As Mr. Zubkov organized a Yushchenko demonstration under a huge Lenin monument that still dominates Yalta's main square, a counter-demonstration of similar size immediately coalesced nearby, mostly by elderly women outraged that a Yushchenko event could occur in this city at all.
"Americans have a toxic-waste problem," said one of the counter-demonstrators, Vladimir Kostenko. "If Yushchenko wins, they will shut down all our mines, making our people jobless, and will use the mines to store the American toxic waste instead."
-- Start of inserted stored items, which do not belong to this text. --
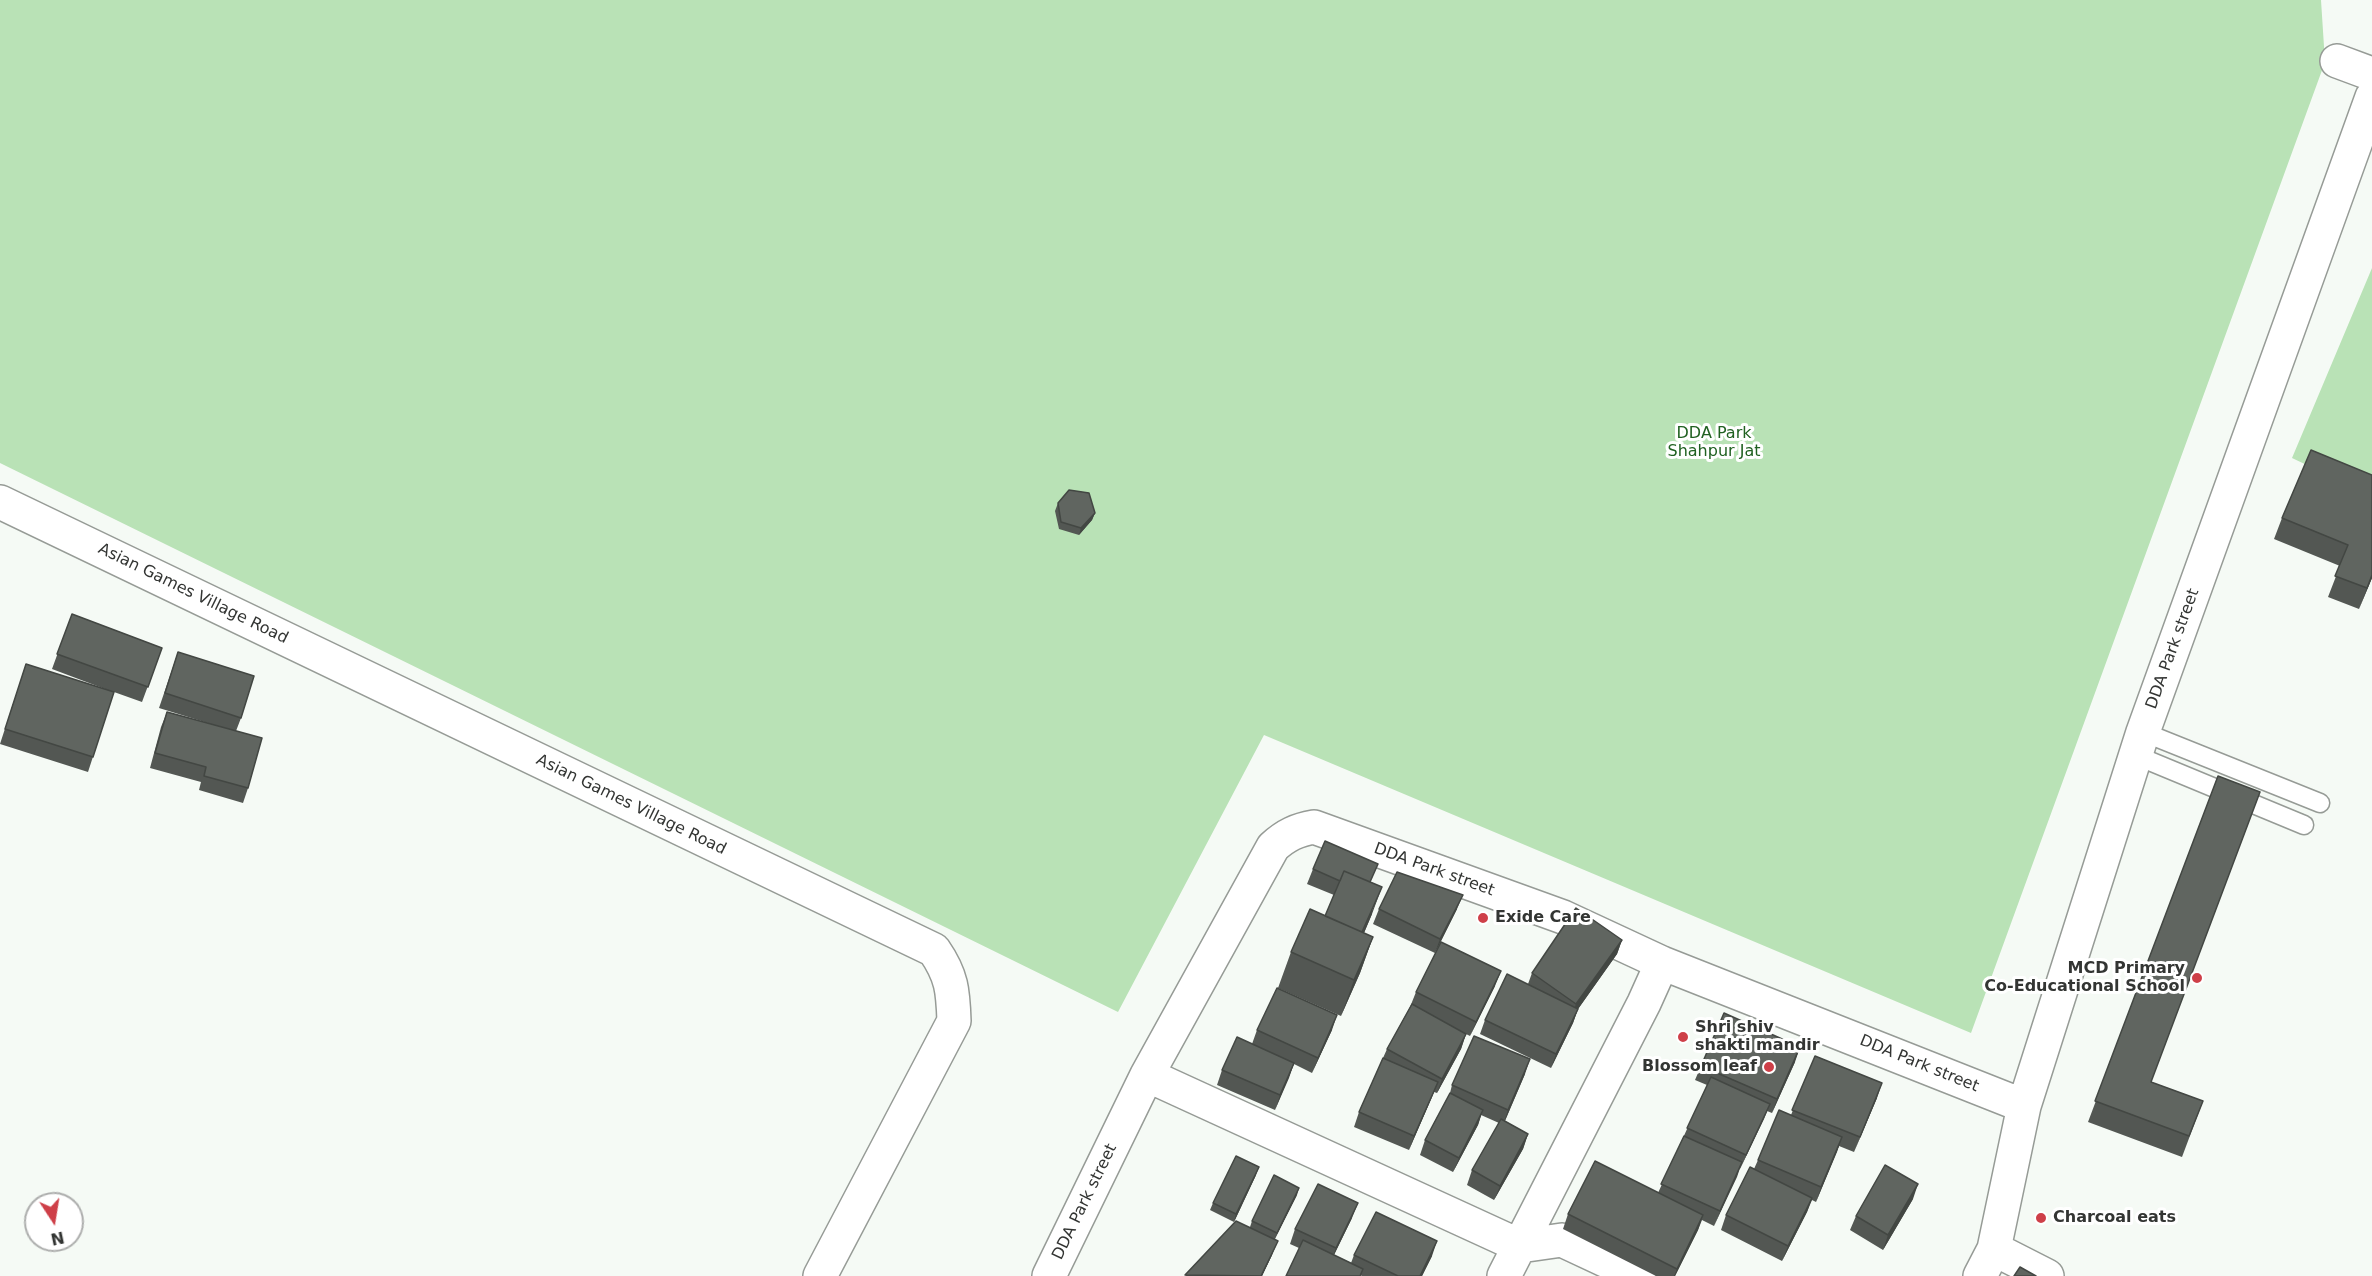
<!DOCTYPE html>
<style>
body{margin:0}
#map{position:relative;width:2372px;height:1276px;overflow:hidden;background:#f5faf5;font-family:"DejaVu Sans",sans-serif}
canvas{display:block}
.north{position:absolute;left:24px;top:1192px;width:60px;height:60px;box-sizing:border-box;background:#fff;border:2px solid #adaead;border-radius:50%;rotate:168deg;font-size:16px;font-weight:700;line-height:24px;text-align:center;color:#333533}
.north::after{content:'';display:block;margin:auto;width:21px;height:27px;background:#ce3f48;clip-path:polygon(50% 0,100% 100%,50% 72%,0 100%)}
</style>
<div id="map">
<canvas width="2372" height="1276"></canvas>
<div class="north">N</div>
</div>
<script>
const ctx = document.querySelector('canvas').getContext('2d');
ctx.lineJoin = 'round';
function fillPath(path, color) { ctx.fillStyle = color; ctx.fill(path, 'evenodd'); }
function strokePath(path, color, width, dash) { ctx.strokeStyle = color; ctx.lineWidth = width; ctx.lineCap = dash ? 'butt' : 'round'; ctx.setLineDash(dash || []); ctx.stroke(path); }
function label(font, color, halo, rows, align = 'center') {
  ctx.font = font + ' "DejaVu Sans",sans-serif'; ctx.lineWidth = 6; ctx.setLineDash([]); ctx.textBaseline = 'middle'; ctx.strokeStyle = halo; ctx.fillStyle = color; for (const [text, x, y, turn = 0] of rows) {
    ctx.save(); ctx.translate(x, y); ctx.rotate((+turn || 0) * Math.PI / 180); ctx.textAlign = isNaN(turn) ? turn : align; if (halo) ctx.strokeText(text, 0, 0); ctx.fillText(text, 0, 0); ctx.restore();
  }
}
const green = new Path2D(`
 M0,0H2321L2325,62L1971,1033L1264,735L1118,1012L0,463Z
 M2372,268V496L2292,458Z`);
const lane = new Path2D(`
 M2143,732L2320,803
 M2135,755L2304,825`);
const street = new Path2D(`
 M2337,61L2372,74
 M0,502L934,950C952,976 953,991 954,1021L820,1276
 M1147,1075L1520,1246L1562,1240L1639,1276
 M1994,1249L2047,1276
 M1049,1276L1147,1075L1273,847C1286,835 1297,830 1314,827L1563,917L1662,963L2024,1106L2143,732L2372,97
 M1504,1276L1644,1003L1662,963
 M1980,1276L1994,1249L2024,1106`);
const wall = new Path2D(`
 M2311,450L2372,578L2359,609L2328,597L2340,566L2274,539L2282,518Z
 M1058,503L1095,513L1092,520L1079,535L1059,529L1055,511Z
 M72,614L162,648L142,702L114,692L88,772L0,744L26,664L113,692L52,669Z
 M178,652L241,718L236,731L248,788L243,803L199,790L201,782L150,768L161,727L167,712L211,724L159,708Z
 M2218,776L2151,1082L2203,1101L2182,1157L2088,1122Z
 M1313,869L1371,882L1372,914L1364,933L1373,937L1360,973L1341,1016L1278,988L1291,952L1325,916L1334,895L1307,884Z
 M1379,909H1457L1435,953L1373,924Z
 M1622,940L1617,954L1578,1009L1573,1023L1551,1068L1480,1034L1485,1020L1528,984L1532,973Z
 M1495,986L1470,1036L1466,1034L1461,1049L1437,1093L1434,1092L1409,1150L1354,1127L1359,1112L1387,1049L1410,1007L1416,992Z
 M1257,1030H1332L1312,1073L1294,1064L1275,1110L1217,1085L1222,1070L1252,1044Z
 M1815,1056L1877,1098L1854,1152L1839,1146L1816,1202L1812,1200L1807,1212L1782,1261L1721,1230L1726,1215L1754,1169L1758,1160L1791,1115Z
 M1795,1062L1772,1113L1767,1111L1740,1169H1739L1714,1226L1702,1220L1698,1230L1675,1276H1656L1563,1229L1568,1214L1658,1193L1707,1085L1695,1080L1701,1066Z
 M1525,1074L1505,1121L1528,1134L1523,1149L1494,1200L1467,1185L1472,1170L1499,1123L1481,1115L1478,1125L1453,1172L1420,1155L1425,1140L1450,1093L1452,1085Z
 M1256,1175L1234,1222L1210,1210L1213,1203Z
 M1297,1195L1275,1239L1272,1255L1262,1276H1185L1250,1227L1252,1221Z
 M1913,1199L1883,1250L1850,1230L1856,1216Z
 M1352,1218L1334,1255L1351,1263L1354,1255L1432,1256L1422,1276H1362L1290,1244L1295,1229Z`);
const shadedWall = new Path2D(`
 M1095,513L1092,520L1079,535L1081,528Z
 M2372,575V578L2359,609L2367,588Z
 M1382,887L1372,914L1352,961L1362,934Z
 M1463,895L1457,909L1435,953L1440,939Z
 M1373,937L1360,973L1341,1016L1354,980Z
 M1622,940L1617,954L1571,1019L1576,1004Z
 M1501,971L1495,986L1470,1036L1476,1022Z
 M1578,1009L1573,1023L1551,1068L1556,1054Z
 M1337,1015L1332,1030L1312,1073L1318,1058Z
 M1466,1034L1461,1049L1437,1093L1442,1079Z
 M1800,1047L1795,1062L1772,1113L1777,1099Z
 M1530,1059L1525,1074L1503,1125L1508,1110Z
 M1294,1063L1289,1078L1275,1110L1280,1095Z
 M1438,1082L1432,1097L1409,1150L1414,1136Z
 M1882,1083L1877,1098L1854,1152L1860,1137Z
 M1770,1104L1764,1119L1740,1169L1746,1155Z
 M1483,1110L1478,1125L1453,1172L1459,1158Z
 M1528,1134L1523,1149L1494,1200L1500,1186Z
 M1842,1137L1837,1152L1816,1202L1821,1187Z
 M1742,1162L1737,1177L1714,1226L1720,1211Z
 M1259,1167L1256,1175L1234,1222L1236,1214Z
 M1918,1184L1913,1199L1883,1250L1888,1235Z
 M1299,1188L1297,1195L1274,1240L1277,1233Z
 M1812,1198L1807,1212L1782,1261L1788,1246Z
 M1358,1203L1352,1218L1330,1263L1336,1248Z
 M1703,1215L1698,1230L1675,1276H1674L1677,1269Z
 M1278,1241L1272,1255L1262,1276H1261Z
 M1437,1241L1432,1256L1422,1276H1420Z`);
const building = new Path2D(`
 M2311,450L2372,475V575L2367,588L2335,576L2348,545L2282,518Z
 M1069,490L1089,493L1095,513L1081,528L1061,522L1058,503Z
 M72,614L162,648L148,687L57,654Z
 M178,652L254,676L241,718L165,693Z
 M26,664L114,692L93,757L5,729Z
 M167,712L262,738L248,788L204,776L206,767L155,753Z
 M2218,776L2260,792L2151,1082L2203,1101L2189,1136L2095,1101Z
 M1325,841L1378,864L1370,882L1344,871L1340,881L1313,869Z
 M1344,871L1382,887L1362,932L1325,916Z
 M1397,872L1463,895L1440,939L1379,909Z
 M1576,908L1622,940L1576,1004L1532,973Z
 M1310,909L1373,937L1354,980L1291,952Z
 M1441,942L1501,971L1476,1022L1416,992Z
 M1507,974L1578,1009L1556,1054L1485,1020Z
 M1277,988L1337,1015L1318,1058L1257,1030Z
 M1412,1004L1466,1034L1442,1079L1387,1049Z
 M1724,1013L1800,1047L1777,1099L1701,1066Z
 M1474,1036L1530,1059L1508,1110L1452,1085Z
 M1237,1037L1294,1063L1280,1095L1222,1070Z
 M1815,1056L1882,1083L1860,1137L1792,1110Z
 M1383,1058L1438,1082L1414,1136L1359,1112Z
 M1711,1077L1770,1104L1746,1155L1687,1128Z
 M1450,1093L1483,1110L1459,1158L1425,1140Z
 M1779,1110L1842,1137L1821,1187L1758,1160Z
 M1501,1119L1528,1134L1500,1186L1472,1170Z
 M1684,1136L1742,1162L1720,1211L1661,1184Z
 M1236,1156L1259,1167L1236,1214L1213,1203Z
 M1595,1161L1703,1215L1677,1269L1568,1214Z
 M1885,1165L1918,1184L1888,1235L1856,1216Z
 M1750,1167L1812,1198L1788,1246L1726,1215Z
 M1274,1175L1299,1188L1277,1233L1252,1221Z
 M1318,1184L1358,1203L1336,1248L1295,1229Z
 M1376,1212L1437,1241L1420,1276H1398L1354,1255Z
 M1236,1221L1278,1241L1261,1276L1185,1275Z
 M1303,1240L1363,1269L1360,1276H1286Z
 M2020,1267L2036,1276H2014Z`);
const markers = [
 [1483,918,6,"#ce3f48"],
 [2197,978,6,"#ce3f48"],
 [1683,1037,6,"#ce3f48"],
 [1769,1067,6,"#ce3f48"],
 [2041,1218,6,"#ce3f48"]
];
const parkNames = [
 ["DDA Park",1714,434],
 ["Shahpur Jat",1714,452]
];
const streetNames = [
 ["Asian Games Village Road",193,594,26],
 ["DDA Park street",2173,649,-70],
 ["Asian Games Village Road",631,805,26],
 ["DDA Park street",1434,870,20],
 ["DDA Park street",1919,1064,22],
 ["DDA Park street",1085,1202,-64]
];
const poiNames = [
 ["Exide Care",1495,918],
 ["MCD Primary",2185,969,"right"],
 ["Co-Educational School",2185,987,"right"],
 ["Shri shiv",1695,1028],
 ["shakti mandir",1695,1046],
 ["Blossom leaf",1757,1067,"right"],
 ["Charcoal eats",2053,1218]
];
fillPath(green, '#b9e2b6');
strokePath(lane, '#969b96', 21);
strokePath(street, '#969b96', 36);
strokePath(lane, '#fff', 18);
strokePath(street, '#fff', 33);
fillPath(wall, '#535753');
fillPath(shadedWall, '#434743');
fillPath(building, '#606560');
strokePath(building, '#434743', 1.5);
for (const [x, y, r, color] of markers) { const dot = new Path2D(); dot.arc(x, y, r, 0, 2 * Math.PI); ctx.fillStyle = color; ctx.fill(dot); strokePath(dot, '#fff', 2); }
label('16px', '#206121', '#fff', parkNames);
label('16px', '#333533', '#fff', streetNames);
label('bold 16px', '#333533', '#fff', poiNames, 'left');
</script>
Protected by a row of police, Mr. Zubkov concluded the rally after a half-hour of speeches and led his supporters on a march through Yalta's main street, where hostile glares greatly outnumbered welcoming waves. Back under the Lenin monument, local teenagers lined up to pick up Mr. Yushchenko's campaign newsletters at the orange tent -- only to burn them a few feet away.
Mr. Zubkov, himself an ethnic Russian who immigrated to Ukraine only in the 1980s, concedes that efforts to portray Mr. Yushchenko as an enemy of Russian-speaking Ukraine have been effective. "For the government, it was easy to shape people's opinions with all this outlandish lunacy," he says. "And once an opinion is formed, we need 10 times the effort to change it."